*** Begin section ***

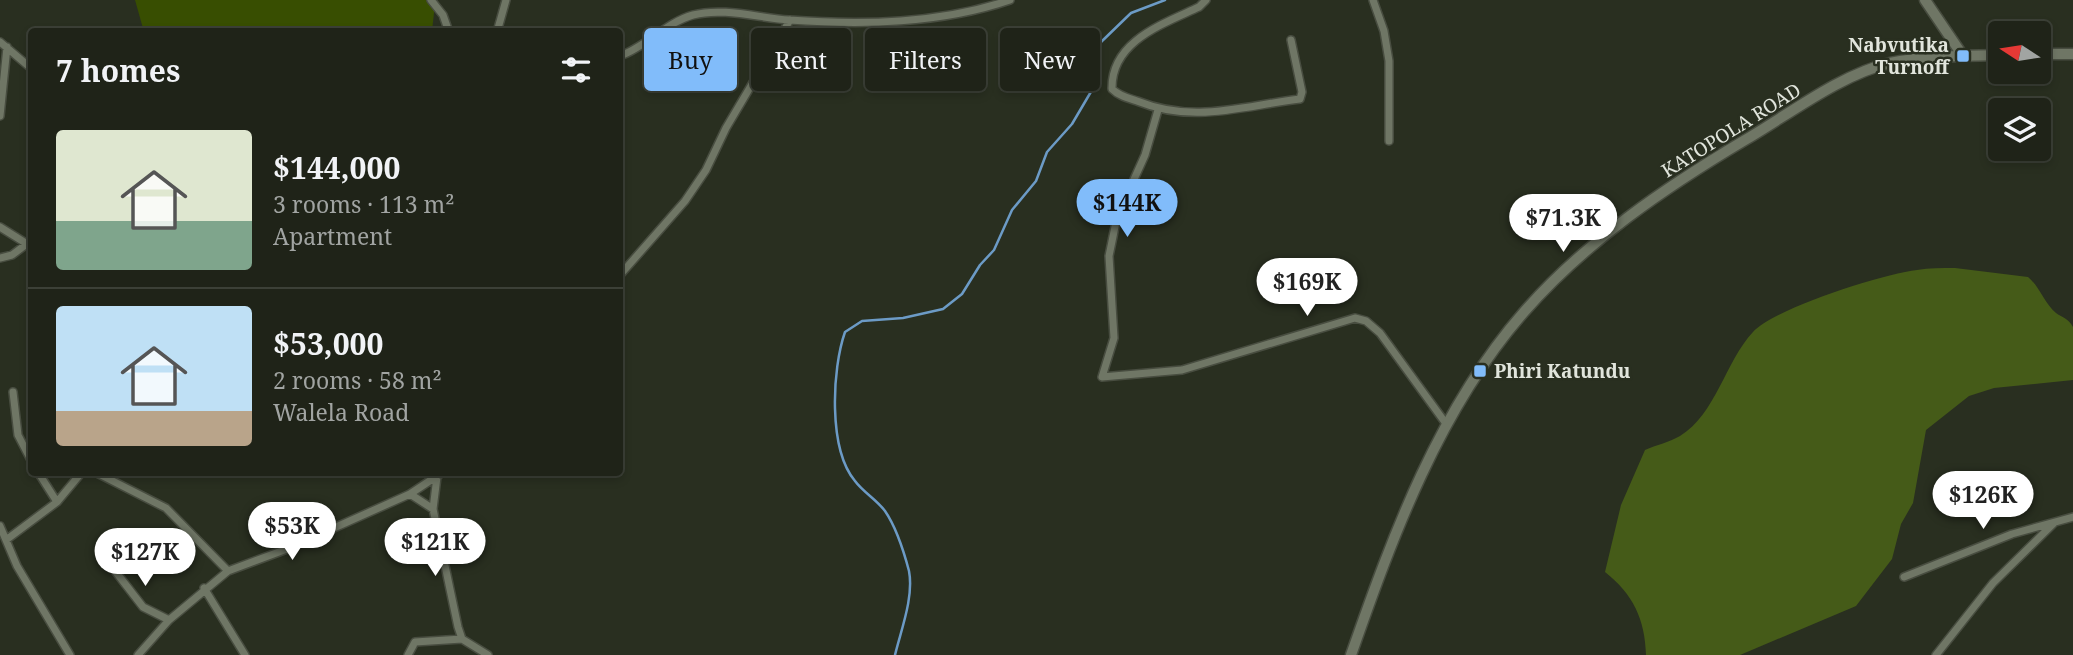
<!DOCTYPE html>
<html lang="en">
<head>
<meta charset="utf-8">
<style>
  body { margin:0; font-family:"Noto Serif",serif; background:#2c2f25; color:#f1f3f6; height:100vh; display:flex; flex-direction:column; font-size:26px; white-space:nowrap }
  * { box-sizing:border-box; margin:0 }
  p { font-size:23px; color:#a1a4a2 }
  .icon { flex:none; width:38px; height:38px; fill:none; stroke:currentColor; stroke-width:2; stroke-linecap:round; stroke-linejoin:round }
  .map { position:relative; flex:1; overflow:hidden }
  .drawer { position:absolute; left:28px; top:28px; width:595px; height:448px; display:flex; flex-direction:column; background:#1f2318; border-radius:7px; box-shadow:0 4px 10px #0003,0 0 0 2px #3c4037 }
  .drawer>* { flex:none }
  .hud { position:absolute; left:644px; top:28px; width:665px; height:63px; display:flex; gap:14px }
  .needle { width:46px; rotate:282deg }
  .tools { position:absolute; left:1988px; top:21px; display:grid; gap:14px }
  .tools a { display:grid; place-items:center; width:63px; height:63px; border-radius:7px; background:#1f2318; box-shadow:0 4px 10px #0003,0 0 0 2px #3c4037; font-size:35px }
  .price { position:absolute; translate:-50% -60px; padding:0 16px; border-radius:24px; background:#fff; color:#222; font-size:23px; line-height:46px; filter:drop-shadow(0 2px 4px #0008) }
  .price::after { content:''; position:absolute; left:50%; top:42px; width:21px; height:16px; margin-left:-10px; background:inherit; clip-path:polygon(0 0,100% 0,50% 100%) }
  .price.on { background:#81bcfa; color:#111 }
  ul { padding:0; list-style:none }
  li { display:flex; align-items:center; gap:21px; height:175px; padding:0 28px }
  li+li { border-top:2px solid #3c4037 }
  li span { display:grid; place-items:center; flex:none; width:196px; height:140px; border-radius:7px; color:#555 }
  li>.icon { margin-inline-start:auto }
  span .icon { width:84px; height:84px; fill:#fffc; stroke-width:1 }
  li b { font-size:30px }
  h2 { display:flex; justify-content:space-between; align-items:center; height:84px; padding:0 28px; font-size:30px }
  .tag { padding:0 24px; border-radius:7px; background:#1f2318; box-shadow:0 4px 10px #0003,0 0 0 2px #3c4037; font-size:24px; line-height:63px }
  .tag.on { background:#81bcfa; color:#111 }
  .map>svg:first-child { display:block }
  .green { fill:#384e01 }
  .forest { fill:#455b18 }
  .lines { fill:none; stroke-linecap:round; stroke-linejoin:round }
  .stream { stroke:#6c9bc6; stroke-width:2.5 }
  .street-casing { stroke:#484d40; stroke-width:10 }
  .secondary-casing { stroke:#484d40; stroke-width:13 }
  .street { stroke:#6f7665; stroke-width:7 }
  .secondary { stroke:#6f7665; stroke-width:10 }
  .poi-dot { fill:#81bcfa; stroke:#292f20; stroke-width:2.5 }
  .labels { text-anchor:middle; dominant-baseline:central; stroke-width:5; stroke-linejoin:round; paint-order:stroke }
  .poi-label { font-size:19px; font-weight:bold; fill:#e1e5dc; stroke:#292f20; text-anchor:end }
  .street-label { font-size:19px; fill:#e1e5dc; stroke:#292f20 }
</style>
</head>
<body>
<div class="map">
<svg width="2073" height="655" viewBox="0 0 2073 655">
  <rect width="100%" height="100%" fill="#292f20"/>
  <path class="green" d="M135,0H429L435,4L432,31L144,32Z"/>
  <path class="forest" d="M1955,268L2028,277C2040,287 2044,303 2056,313C2063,318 2068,318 2073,327V380L1994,388L1969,396L1926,430L1913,503L1901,524L1892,559L1856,606L1740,655H1646C1645,619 1633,594 1605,572L1621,505L1645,450C1656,445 1670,442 1680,436C1716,414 1725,362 1753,332C1775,308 1883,274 1917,270C1929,268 1942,268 1955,268Z"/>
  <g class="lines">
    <path class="stream" d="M895,655C901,630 914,597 909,571C904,552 896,527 885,511C877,500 863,492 855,481C828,449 832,369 845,332L862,321L903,318L943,309L962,294L980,265L994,250L1012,210L1036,181L1047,152L1072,124L1092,90L1094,52L1100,43L1131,13L1165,0"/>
    <g class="street-casing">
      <path id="street" d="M431,0L443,15L449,32
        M1206,0L1199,7C1163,24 1111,41 1112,89C1119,96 1128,98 1137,101C1194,124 1242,106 1300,99L1302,92L1291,40
        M1373,0L1384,31L1389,61V141
        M497,32L506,0
        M0,42L32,69
        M620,56C646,47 667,22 693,15C723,7 759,18 789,20C862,25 940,24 1010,0
        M1158,110L1145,155L1117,217L1109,256L1114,338L1102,377L1182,370L1355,318L1366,321L1380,333L1447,425
        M0,116L7,47
        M0,227L32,247
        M0,258L12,255L32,240
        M620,275L685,201L706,170L726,128L790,20
        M13,392L18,435L32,462
        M38,472L57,502
        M95,472L166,508L228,571
        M437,477L433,509L458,627L462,639L488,655
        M410,494L433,509
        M0,526L17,566L70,655
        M6,540L57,502L82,472
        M112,567L143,607L169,620
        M1904,577L2012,534L2073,517
        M204,588L245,655
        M138,655L169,620L228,571L287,549L410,494L443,472
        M408,655L415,642L462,639
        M1936,655L1993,583L2054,523"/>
    </g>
    <g class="secondary-casing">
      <path id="secondary" d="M1925,0L1963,56
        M2039,54H2073
        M1351,655C1393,535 1439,409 1524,312C1585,242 1666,187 1745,140C1788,115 1841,74 1890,63C1926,55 1963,56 2000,55"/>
    </g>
    <use href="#street" class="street"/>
    <use href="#secondary" class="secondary"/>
  </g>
  <g class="poi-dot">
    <rect x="1956" y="49" width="14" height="14" rx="3.5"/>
    <rect x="1473" y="364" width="14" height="14" rx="3.5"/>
  </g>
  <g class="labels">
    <g class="poi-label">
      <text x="1949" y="45">Nabvutika<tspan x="1949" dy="22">Turnoff</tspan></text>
      <text x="1494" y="371" text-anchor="start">Phiri Katundu</text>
    </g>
    <g class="street-label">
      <text transform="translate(1731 130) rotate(-32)">KATOPOLA ROAD</text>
    </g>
  </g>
</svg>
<div class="tools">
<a><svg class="needle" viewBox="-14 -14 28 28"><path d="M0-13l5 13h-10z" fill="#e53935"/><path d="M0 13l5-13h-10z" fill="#a1a4a2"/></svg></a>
<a><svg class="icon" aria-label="layers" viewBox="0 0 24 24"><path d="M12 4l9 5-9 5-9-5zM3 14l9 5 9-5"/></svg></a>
</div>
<b class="price on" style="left:1127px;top:239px">$144K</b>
<b class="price" style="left:1563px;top:254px">$71.3K</b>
<b class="price" style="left:1307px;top:318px">$169K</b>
<b class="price" style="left:1983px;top:531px">$126K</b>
<b class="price" style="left:292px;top:562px">$53K</b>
<b class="price" style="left:435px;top:578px">$121K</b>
<b class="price" style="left:145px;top:588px">$127K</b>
<div class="hud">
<a class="tag on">Buy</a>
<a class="tag">Rent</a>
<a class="tag">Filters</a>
<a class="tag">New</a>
</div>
<section class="drawer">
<h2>7 homes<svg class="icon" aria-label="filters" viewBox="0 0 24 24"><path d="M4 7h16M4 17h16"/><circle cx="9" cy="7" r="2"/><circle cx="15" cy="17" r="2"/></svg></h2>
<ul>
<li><span style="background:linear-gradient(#dfe7d0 65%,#7fa58c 0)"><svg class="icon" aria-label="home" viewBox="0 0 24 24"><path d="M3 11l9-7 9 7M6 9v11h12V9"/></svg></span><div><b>$144,000</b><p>3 rooms · 113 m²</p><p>Apartment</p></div></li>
<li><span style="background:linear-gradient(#bfe0f5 75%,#b9a48a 0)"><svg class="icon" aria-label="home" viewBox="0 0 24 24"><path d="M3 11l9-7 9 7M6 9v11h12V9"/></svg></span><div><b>$53,000</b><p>2 rooms · 58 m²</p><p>Walela Road</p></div></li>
</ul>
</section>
</div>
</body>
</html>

*** End section ***

=== Task directions ===
Pull every line with the word "position" from the data.

=== Solution to the exercise ===
  .map { position:relative; flex:1; overflow:hidden }
  .drawer { position:absolute; left:28px; top:28px; width:595px; height:448px; display:flex; flex-direction:column; background:#1f2318; border-radius:7px; box-shadow:0 4px 10px #0003,0 0 0 2px #3c4037 }
  .hud { position:absolute; left:644px; top:28px; width:665px; height:63px; display:flex; gap:14px }
  .tools { position:absolute; left:1988px; top:21px; display:grid; gap:14px }
  .price { position:absolute; translate:-50% -60px; padding:0 16px; border-radius:24px; background:#fff; color:#222; font-size:23px; line-height:46px; filter:drop-shadow(0 2px 4px #0008) }
  .price::after { content:''; position:absolute; left:50%; top:42px; width:21px; height:16px; margin-left:-10px; background:inherit; clip-path:polygon(0 0,100% 0,50% 100%) }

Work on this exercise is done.